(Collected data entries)
──────

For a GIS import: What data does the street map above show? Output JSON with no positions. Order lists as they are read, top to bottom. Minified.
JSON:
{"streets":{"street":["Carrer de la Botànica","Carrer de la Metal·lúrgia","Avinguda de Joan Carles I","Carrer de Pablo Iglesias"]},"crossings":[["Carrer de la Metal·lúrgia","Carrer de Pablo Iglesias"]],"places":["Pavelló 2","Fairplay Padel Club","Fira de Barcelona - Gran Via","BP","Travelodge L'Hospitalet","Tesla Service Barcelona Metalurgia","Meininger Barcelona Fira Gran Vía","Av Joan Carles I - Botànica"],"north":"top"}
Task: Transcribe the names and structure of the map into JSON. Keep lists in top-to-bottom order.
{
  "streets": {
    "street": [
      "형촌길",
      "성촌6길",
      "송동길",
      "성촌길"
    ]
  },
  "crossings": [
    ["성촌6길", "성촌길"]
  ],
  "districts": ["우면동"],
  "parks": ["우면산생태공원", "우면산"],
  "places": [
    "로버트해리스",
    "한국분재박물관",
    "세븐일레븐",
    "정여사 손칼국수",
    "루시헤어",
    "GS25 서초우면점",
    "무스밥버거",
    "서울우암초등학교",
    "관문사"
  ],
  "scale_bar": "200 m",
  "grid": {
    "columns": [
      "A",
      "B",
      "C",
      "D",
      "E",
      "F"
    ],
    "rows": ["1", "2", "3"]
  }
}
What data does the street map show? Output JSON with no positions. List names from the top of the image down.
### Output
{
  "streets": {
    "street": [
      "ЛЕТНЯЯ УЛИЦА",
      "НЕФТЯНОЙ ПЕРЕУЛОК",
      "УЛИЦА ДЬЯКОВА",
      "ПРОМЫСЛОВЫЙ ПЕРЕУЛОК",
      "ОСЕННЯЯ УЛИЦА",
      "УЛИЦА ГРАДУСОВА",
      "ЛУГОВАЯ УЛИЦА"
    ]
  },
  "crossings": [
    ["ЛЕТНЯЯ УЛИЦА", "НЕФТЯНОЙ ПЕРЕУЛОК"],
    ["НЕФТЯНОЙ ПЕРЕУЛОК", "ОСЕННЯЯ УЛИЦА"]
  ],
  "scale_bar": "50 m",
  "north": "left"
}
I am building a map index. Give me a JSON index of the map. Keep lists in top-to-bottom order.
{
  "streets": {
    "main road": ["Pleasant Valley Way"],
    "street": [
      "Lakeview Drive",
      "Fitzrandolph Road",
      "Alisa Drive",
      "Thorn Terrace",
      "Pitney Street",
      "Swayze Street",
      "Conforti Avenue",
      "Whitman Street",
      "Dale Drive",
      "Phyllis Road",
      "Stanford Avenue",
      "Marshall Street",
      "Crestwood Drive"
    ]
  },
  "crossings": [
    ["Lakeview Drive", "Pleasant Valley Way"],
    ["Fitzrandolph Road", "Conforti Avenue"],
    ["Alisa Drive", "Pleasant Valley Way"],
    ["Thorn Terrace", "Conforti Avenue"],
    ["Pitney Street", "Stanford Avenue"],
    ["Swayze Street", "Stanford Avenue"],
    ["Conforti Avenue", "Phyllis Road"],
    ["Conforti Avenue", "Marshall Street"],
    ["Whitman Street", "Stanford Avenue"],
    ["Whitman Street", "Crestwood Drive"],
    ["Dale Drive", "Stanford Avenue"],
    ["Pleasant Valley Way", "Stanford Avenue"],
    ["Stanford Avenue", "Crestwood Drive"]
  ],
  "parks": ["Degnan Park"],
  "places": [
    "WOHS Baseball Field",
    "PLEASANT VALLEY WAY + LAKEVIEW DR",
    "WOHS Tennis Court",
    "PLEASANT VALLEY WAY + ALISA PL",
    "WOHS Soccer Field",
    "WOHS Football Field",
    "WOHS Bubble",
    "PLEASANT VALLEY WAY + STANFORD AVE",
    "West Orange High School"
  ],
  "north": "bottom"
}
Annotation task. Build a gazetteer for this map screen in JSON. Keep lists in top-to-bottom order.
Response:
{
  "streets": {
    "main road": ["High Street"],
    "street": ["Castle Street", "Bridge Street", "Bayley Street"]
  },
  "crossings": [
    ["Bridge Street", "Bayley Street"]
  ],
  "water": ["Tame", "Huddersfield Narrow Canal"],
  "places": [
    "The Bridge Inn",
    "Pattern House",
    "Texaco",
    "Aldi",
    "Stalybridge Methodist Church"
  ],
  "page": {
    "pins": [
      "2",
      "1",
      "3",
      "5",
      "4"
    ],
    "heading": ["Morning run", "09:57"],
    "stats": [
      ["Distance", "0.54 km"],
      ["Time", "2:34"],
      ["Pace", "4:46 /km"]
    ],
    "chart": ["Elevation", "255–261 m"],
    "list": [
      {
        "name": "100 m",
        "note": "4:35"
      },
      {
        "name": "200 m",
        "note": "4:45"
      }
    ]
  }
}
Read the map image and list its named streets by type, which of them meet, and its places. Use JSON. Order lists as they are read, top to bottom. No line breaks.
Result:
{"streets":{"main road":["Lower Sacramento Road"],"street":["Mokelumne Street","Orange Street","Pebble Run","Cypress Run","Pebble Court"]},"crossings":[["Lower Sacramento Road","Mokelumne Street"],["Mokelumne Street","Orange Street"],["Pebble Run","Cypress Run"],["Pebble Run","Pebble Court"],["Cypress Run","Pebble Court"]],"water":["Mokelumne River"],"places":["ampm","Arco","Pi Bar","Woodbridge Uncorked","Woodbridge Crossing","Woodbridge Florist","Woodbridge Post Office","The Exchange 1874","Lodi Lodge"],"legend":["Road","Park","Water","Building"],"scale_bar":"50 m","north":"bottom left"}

──────

EXERCISE AIM: Transcribe the data above completely and exactly.

EXPECTED ANSWER:
For a GIS import: What data does the street map above show? Output JSON with no positions. Order lists as they are read, top to bottom. Minified.
JSON:
{"streets":{"street":["Carrer de la Botànica","Carrer de la Metal·lúrgia","Avinguda de Joan Carles I","Carrer de Pablo Iglesias"]},"crossings":[["Carrer de la Metal·lúrgia","Carrer de Pablo Iglesias"]],"places":["Pavelló 2","Fairplay Padel Club","Fira de Barcelona - Gran Via","BP","Travelodge L'Hospitalet","Tesla Service Barcelona Metalurgia","Meininger Barcelona Fira Gran Vía","Av Joan Carles I - Botànica"],"north":"top"}
Task: Transcribe the names and structure of the map into JSON. Keep lists in top-to-bottom order.
{
  "streets": {
    "street": [
      "형촌길",
      "성촌6길",
      "송동길",
      "성촌길"
    ]
  },
  "crossings": [
    ["성촌6길", "성촌길"]
  ],
  "districts": ["우면동"],
  "parks": ["우면산생태공원", "우면산"],
  "places": [
    "로버트해리스",
    "한국분재박물관",
    "세븐일레븐",
    "정여사 손칼국수",
    "루시헤어",
    "GS25 서초우면점",
    "무스밥버거",
    "서울우암초등학교",
    "관문사"
  ],
  "scale_bar": "200 m",
  "grid": {
    "columns": [
      "A",
      "B",
      "C",
      "D",
      "E",
      "F"
    ],
    "rows": ["1", "2", "3"]
  }
}
What data does the street map show? Output JSON with no positions. List names from the top of the image down.
### Output
{
  "streets": {
    "street": [
      "ЛЕТНЯЯ УЛИЦА",
      "НЕФТЯНОЙ ПЕРЕУЛОК",
      "УЛИЦА ДЬЯКОВА",
      "ПРОМЫСЛОВЫЙ ПЕРЕУЛОК",
      "ОСЕННЯЯ УЛИЦА",
      "УЛИЦА ГРАДУСОВА",
      "ЛУГОВАЯ УЛИЦА"
    ]
  },
  "crossings": [
    ["ЛЕТНЯЯ УЛИЦА", "НЕФТЯНОЙ ПЕРЕУЛОК"],
    ["НЕФТЯНОЙ ПЕРЕУЛОК", "ОСЕННЯЯ УЛИЦА"]
  ],
  "scale_bar": "50 m",
  "north": "left"
}
I am building a map index. Give me a JSON index of the map. Keep lists in top-to-bottom order.
{
  "streets": {
    "main road": ["Pleasant Valley Way"],
    "street": [
      "Lakeview Drive",
      "Fitzrandolph Road",
      "Alisa Drive",
      "Thorn Terrace",
      "Pitney Street",
      "Swayze Street",
      "Conforti Avenue",
      "Whitman Street",
      "Dale Drive",
      "Phyllis Road",
      "Stanford Avenue",
      "Marshall Street",
      "Crestwood Drive"
    ]
  },
  "crossings": [
    ["Lakeview Drive", "Pleasant Valley Way"],
    ["Fitzrandolph Road", "Conforti Avenue"],
    ["Alisa Drive", "Pleasant Valley Way"],
    ["Thorn Terrace", "Conforti Avenue"],
    ["Pitney Street", "Stanford Avenue"],
    ["Swayze Street", "Stanford Avenue"],
    ["Conforti Avenue", "Phyllis Road"],
    ["Conforti Avenue", "Marshall Street"],
    ["Whitman Street", "Stanford Avenue"],
    ["Whitman Street", "Crestwood Drive"],
    ["Dale Drive", "Stanford Avenue"],
    ["Pleasant Valley Way", "Stanford Avenue"],
    ["Stanford Avenue", "Crestwood Drive"]
  ],
  "parks": ["Degnan Park"],
  "places": [
    "WOHS Baseball Field",
    "PLEASANT VALLEY WAY + LAKEVIEW DR",
    "WOHS Tennis Court",
    "PLEASANT VALLEY WAY + ALISA PL",
    "WOHS Soccer Field",
    "WOHS Football Field",
    "WOHS Bubble",
    "PLEASANT VALLEY WAY + STANFORD AVE",
    "West Orange High School"
  ],
  "north": "bottom"
}
Annotation task. Build a gazetteer for this map screen in JSON. Keep lists in top-to-bottom order.
Response:
{
  "streets": {
    "main road": ["High Street"],
    "street": ["Castle Street", "Bridge Street", "Bayley Street"]
  },
  "crossings": [
    ["Bridge Street", "Bayley Street"]
  ],
  "water": ["Tame", "Huddersfield Narrow Canal"],
  "places": [
    "The Bridge Inn",
    "Pattern House",
    "Texaco",
    "Aldi",
    "Stalybridge Methodist Church"
  ],
  "page": {
    "pins": [
      "2",
      "1",
      "3",
      "5",
      "4"
    ],
    "heading": ["Morning run", "09:57"],
    "stats": [
      ["Distance", "0.54 km"],
      ["Time", "2:34"],
      ["Pace", "4:46 /km"]
    ],
    "chart": ["Elevation", "255–261 m"],
    "list": [
      {
        "name": "100 m",
        "note": "4:35"
      },
      {
        "name": "200 m",
        "note": "4:45"
      }
    ]
  }
}
Read the map image and list its named streets by type, which of them meet, and its places. Use JSON. Order lists as they are read, top to bottom. No line breaks.
Result:
{"streets":{"main road":["Lower Sacramento Road"],"street":["Mokelumne Street","Orange Street","Pebble Run","Cypress Run","Pebble Court"]},"crossings":[["Lower Sacramento Road","Mokelumne Street"],["Mokelumne Street","Orange Street"],["Pebble Run","Cypress Run"],["Pebble Run","Pebble Court"],["Cypress Run","Pebble Court"]],"water":["Mokelumne River"],"places":["ampm","Arco","Pi Bar","Woodbridge Uncorked","Woodbridge Crossing","Woodbridge Florist","Woodbridge Post Office","The Exchange 1874","Lodi Lodge"],"legend":["Road","Park","Water","Building"],"scale_bar":"50 m","north":"bottom left"}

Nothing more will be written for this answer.